HOPE BAY, Nunavut Deep drilling by MIRAMAR MINING has encountered visible gold in cores from 1-km below the surface. The program is underway at its 100%-owned Hope Bay project on the Arctic coast. Mineralization at the Boston deposit is now known to reach almost 1,400 metres below surface with a strike length of at least 750 metres.
The Hope Bay project includes the Boston, Doris and Madrid deposits, which are hosted in the first major Archean Greenstone gold belt discovery since Hemlo in 1982 and Yellowknife in 1938. A brief description of the geology is available at www.miramarmining.com. The three deposits investigated so far total 3.24 million tonnes of measured and indicated resources grading 15.7 g/t Au. Additional inferred resources are estimated to be 6.86 million tonnes at 12.3 g/t Au. Updated estimates are expected early in 2004.

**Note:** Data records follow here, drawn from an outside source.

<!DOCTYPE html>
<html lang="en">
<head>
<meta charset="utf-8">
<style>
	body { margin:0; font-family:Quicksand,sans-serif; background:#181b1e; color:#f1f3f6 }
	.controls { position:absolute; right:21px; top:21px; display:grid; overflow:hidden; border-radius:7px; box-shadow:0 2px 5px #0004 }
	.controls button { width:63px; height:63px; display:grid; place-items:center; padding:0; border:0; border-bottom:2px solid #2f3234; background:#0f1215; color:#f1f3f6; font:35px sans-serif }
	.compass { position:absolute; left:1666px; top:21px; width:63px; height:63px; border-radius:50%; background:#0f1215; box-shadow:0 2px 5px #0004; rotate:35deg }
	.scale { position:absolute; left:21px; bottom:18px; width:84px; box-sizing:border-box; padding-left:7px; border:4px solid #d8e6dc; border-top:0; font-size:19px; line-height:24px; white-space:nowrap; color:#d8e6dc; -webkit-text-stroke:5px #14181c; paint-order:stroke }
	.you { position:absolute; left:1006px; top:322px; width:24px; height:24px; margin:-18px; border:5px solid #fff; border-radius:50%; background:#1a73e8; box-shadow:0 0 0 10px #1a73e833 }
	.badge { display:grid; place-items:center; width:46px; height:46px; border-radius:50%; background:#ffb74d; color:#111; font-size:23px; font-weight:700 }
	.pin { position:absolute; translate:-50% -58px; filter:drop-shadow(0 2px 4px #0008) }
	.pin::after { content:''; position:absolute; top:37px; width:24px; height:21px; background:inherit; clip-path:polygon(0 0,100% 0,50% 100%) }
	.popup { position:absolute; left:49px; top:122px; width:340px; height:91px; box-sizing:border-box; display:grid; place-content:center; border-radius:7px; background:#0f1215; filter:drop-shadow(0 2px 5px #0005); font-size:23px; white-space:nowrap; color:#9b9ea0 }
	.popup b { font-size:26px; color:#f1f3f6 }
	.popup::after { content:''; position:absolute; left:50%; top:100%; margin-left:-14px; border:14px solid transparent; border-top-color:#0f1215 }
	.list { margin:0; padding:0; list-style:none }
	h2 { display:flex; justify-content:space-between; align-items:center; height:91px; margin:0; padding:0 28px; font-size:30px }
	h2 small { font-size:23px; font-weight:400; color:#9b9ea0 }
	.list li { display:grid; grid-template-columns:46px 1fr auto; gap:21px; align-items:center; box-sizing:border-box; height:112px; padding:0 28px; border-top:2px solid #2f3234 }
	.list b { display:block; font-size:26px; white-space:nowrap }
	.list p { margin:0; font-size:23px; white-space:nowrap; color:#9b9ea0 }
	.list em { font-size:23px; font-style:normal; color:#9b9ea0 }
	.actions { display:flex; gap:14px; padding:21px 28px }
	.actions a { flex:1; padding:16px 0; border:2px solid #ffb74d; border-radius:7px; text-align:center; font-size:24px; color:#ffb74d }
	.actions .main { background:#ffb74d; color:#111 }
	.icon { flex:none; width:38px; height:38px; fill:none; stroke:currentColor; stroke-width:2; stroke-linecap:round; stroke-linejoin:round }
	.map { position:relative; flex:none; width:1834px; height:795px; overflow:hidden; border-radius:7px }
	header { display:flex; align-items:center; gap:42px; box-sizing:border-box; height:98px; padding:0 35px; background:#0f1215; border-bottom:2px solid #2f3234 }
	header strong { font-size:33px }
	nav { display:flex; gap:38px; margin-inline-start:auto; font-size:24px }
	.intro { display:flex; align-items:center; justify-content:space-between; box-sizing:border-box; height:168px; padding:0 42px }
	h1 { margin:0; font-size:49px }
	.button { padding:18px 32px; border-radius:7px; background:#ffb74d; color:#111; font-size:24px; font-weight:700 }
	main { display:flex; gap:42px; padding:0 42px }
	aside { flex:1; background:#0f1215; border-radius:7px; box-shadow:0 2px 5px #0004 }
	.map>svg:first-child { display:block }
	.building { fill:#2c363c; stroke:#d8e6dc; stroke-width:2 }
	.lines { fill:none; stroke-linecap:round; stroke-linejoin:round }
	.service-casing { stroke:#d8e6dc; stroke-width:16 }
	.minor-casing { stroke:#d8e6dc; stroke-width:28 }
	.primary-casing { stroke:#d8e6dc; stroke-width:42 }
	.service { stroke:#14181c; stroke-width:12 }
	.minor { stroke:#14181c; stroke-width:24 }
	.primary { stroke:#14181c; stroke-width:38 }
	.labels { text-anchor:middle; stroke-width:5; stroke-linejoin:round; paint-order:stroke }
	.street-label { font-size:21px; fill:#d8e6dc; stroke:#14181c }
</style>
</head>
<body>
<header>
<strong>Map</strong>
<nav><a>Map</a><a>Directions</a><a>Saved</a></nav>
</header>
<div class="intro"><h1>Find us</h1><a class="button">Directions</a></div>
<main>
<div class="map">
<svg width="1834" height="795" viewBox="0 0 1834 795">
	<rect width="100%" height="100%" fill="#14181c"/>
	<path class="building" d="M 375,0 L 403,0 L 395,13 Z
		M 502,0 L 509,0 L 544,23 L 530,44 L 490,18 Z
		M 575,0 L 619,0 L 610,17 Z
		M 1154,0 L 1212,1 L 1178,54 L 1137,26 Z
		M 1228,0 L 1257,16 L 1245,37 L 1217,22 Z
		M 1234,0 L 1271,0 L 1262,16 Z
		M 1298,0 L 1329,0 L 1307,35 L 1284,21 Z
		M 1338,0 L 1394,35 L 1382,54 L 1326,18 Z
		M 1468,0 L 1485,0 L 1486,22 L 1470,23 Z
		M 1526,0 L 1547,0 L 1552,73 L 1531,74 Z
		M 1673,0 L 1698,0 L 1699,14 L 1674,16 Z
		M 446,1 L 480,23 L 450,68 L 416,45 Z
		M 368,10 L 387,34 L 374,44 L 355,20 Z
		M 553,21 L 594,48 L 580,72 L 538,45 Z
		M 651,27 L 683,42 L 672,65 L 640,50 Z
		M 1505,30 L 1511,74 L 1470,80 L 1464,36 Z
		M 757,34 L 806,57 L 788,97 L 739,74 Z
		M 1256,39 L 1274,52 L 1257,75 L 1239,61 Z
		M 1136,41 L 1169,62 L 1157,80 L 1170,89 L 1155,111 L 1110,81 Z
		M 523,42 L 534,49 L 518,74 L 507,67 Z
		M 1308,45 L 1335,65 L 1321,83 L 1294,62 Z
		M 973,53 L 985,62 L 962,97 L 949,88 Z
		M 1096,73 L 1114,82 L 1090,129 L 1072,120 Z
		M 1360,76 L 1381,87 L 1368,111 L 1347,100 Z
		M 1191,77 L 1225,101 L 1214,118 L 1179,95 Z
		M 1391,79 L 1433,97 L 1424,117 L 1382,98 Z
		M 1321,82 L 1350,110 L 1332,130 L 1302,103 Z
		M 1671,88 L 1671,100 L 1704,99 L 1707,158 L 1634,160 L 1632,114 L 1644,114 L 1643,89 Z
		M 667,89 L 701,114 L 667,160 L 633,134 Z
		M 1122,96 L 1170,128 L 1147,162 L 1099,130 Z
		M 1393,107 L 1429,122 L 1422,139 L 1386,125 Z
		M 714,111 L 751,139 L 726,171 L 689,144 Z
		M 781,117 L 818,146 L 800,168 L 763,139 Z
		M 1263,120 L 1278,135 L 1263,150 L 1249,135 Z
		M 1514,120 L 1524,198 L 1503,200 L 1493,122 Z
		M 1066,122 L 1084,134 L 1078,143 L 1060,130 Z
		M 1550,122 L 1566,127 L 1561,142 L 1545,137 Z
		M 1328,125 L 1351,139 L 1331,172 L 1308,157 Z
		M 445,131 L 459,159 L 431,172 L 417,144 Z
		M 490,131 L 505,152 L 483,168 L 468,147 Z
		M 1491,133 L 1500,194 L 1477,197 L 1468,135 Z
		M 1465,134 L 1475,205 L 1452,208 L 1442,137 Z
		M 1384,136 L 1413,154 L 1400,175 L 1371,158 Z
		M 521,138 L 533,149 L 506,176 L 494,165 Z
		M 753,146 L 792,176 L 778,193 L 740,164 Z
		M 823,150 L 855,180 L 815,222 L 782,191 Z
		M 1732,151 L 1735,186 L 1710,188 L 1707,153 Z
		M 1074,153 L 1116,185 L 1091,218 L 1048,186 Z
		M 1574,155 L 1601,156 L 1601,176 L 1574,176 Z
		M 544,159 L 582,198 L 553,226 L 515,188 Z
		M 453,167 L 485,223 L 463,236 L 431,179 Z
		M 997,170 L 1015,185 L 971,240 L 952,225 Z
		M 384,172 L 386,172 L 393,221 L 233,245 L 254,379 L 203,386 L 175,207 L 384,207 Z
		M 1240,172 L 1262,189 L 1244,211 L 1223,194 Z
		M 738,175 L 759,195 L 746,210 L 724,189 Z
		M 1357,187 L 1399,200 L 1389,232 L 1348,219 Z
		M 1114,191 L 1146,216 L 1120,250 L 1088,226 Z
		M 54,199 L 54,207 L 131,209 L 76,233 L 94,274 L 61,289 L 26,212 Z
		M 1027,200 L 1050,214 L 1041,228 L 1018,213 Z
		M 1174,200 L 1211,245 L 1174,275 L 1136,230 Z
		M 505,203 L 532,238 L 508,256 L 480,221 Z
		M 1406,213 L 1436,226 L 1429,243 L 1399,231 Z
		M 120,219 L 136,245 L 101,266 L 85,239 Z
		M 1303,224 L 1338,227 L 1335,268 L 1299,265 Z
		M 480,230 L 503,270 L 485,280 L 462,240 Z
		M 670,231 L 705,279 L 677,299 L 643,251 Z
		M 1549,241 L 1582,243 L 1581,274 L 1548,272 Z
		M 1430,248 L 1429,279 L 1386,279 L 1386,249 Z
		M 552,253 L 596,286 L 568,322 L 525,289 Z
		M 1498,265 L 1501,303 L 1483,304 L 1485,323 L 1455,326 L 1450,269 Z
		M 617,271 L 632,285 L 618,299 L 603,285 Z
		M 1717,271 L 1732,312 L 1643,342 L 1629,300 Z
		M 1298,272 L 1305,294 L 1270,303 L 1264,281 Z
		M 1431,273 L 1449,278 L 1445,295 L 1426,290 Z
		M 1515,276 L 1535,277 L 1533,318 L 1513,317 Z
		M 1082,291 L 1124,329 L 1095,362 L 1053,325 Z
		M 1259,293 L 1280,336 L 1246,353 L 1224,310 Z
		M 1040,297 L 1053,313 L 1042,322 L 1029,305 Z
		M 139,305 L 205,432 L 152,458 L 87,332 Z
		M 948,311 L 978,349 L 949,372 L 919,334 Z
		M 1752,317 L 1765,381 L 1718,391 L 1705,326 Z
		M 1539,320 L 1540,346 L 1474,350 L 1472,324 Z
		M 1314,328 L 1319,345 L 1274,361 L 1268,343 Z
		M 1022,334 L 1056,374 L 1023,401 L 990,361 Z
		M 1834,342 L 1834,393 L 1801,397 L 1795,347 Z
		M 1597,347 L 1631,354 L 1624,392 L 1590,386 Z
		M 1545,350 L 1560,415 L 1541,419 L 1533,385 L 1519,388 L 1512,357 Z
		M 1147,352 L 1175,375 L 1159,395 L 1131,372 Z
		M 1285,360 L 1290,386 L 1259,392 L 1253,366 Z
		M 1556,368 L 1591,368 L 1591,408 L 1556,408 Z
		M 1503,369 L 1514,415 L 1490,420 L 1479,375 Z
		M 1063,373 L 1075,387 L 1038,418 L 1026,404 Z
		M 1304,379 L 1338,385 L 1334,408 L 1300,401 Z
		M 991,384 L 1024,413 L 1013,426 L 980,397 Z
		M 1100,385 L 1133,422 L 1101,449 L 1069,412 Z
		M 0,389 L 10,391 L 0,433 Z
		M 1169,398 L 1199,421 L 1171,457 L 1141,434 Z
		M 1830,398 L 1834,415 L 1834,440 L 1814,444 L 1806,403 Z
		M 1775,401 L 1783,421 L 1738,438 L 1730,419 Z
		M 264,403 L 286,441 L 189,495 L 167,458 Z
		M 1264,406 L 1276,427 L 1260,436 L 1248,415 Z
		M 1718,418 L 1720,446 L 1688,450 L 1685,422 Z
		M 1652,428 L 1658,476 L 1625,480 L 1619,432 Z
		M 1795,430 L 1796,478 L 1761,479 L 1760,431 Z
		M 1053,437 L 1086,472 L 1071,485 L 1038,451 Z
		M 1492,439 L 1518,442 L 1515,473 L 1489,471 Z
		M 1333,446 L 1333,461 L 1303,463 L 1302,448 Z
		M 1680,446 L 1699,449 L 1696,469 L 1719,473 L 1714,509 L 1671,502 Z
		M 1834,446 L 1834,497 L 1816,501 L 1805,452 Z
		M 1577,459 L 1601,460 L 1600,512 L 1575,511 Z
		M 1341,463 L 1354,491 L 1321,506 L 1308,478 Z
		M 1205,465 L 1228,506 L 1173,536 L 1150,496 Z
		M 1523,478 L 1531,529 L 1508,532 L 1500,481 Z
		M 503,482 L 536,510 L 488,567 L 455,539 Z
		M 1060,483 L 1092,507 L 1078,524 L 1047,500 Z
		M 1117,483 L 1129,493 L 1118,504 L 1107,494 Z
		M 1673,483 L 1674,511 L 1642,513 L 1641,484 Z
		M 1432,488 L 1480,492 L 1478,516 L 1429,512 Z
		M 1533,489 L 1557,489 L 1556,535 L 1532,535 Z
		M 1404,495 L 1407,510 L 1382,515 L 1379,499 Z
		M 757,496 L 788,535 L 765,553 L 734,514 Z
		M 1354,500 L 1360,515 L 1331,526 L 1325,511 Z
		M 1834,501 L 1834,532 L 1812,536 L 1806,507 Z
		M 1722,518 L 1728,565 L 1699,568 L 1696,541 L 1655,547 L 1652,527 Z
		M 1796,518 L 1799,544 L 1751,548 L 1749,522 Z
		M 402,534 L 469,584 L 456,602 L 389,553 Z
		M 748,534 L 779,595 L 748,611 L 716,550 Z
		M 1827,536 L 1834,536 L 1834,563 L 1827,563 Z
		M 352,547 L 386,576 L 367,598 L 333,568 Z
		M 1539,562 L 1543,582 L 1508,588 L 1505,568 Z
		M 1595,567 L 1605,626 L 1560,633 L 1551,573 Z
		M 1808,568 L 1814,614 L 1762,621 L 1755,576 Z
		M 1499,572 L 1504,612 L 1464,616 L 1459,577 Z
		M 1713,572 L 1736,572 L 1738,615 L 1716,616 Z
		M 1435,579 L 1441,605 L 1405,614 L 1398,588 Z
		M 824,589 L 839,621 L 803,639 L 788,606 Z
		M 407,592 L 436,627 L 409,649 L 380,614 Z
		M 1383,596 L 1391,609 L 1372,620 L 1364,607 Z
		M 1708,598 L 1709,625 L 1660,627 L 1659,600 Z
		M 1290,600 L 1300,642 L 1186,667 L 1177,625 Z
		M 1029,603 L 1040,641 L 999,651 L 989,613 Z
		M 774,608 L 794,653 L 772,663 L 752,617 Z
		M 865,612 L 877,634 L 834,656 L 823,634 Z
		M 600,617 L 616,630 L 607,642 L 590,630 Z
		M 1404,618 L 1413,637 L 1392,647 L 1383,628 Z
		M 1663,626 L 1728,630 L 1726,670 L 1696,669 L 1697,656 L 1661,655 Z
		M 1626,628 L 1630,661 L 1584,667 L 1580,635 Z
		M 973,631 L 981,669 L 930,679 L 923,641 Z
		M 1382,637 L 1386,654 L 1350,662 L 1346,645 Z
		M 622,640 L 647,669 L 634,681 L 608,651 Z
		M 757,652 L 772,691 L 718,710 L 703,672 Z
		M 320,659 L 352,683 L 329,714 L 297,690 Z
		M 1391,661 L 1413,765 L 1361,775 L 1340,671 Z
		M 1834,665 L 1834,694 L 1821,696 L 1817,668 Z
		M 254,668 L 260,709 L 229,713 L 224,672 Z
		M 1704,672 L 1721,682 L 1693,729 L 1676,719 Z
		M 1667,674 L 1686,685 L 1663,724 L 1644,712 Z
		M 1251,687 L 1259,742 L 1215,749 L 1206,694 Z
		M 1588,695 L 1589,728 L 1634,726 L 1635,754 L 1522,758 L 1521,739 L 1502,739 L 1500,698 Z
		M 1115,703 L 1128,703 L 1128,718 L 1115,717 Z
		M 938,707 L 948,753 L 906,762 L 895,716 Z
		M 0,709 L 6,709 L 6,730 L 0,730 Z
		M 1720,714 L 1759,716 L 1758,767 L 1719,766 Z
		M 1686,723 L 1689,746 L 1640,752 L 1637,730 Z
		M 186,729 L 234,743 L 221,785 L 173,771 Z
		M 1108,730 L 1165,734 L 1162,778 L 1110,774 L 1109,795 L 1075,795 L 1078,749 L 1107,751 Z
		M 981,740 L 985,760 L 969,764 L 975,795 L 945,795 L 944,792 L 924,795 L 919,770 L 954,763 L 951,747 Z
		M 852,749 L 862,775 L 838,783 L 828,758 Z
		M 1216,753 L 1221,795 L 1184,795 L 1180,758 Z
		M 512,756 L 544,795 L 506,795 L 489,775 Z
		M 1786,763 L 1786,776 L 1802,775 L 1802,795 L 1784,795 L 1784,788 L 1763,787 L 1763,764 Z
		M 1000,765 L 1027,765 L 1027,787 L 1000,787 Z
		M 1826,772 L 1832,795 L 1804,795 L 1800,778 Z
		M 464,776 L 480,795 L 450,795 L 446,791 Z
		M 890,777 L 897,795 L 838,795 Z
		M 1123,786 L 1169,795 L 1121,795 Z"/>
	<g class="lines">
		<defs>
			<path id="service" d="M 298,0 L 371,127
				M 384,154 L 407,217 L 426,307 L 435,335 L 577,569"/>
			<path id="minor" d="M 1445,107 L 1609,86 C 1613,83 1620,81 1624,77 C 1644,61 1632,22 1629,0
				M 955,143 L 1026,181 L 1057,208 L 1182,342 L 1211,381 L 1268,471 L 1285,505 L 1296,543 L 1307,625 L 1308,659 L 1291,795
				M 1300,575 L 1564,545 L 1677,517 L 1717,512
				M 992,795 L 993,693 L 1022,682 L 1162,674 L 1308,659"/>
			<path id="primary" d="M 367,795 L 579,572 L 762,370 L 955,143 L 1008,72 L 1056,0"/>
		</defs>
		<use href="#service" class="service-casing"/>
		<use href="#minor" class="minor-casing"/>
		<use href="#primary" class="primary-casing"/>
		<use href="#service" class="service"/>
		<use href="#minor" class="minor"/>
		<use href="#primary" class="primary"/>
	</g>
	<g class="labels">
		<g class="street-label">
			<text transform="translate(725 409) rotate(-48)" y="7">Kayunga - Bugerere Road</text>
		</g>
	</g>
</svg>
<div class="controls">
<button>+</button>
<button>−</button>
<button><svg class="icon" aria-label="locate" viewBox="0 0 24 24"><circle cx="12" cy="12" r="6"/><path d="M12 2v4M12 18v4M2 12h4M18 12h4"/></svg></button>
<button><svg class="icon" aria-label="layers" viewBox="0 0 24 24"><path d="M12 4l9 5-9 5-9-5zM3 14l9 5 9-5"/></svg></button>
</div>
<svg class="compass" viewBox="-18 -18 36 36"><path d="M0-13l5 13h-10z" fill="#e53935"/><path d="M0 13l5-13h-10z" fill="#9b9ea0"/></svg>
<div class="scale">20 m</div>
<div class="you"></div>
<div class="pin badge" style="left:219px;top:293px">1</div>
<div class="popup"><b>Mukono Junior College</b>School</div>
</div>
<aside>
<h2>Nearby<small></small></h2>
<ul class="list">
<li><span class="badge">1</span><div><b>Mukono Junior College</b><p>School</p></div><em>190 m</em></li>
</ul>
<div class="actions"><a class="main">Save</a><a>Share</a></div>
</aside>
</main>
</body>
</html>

The Boston deposit has the largest resources of the three. Gold mineralization occurs in three subparallel alteration zones. Each zone is composed of numerous, narrow quartz-carbonate veins, usually with pyrite. Gold is associated with sulphide mineralization (mostly pyrite) that forms within the veins and as a halo in the wall rock around the veins.
These interpretations are hopeful in nature. CMJ, too, hopes to see a new gold mine in the Far North. Miramar's Con and Giant mines in Yellowknife are nearing the end of their reserves, with closures only a year or two away.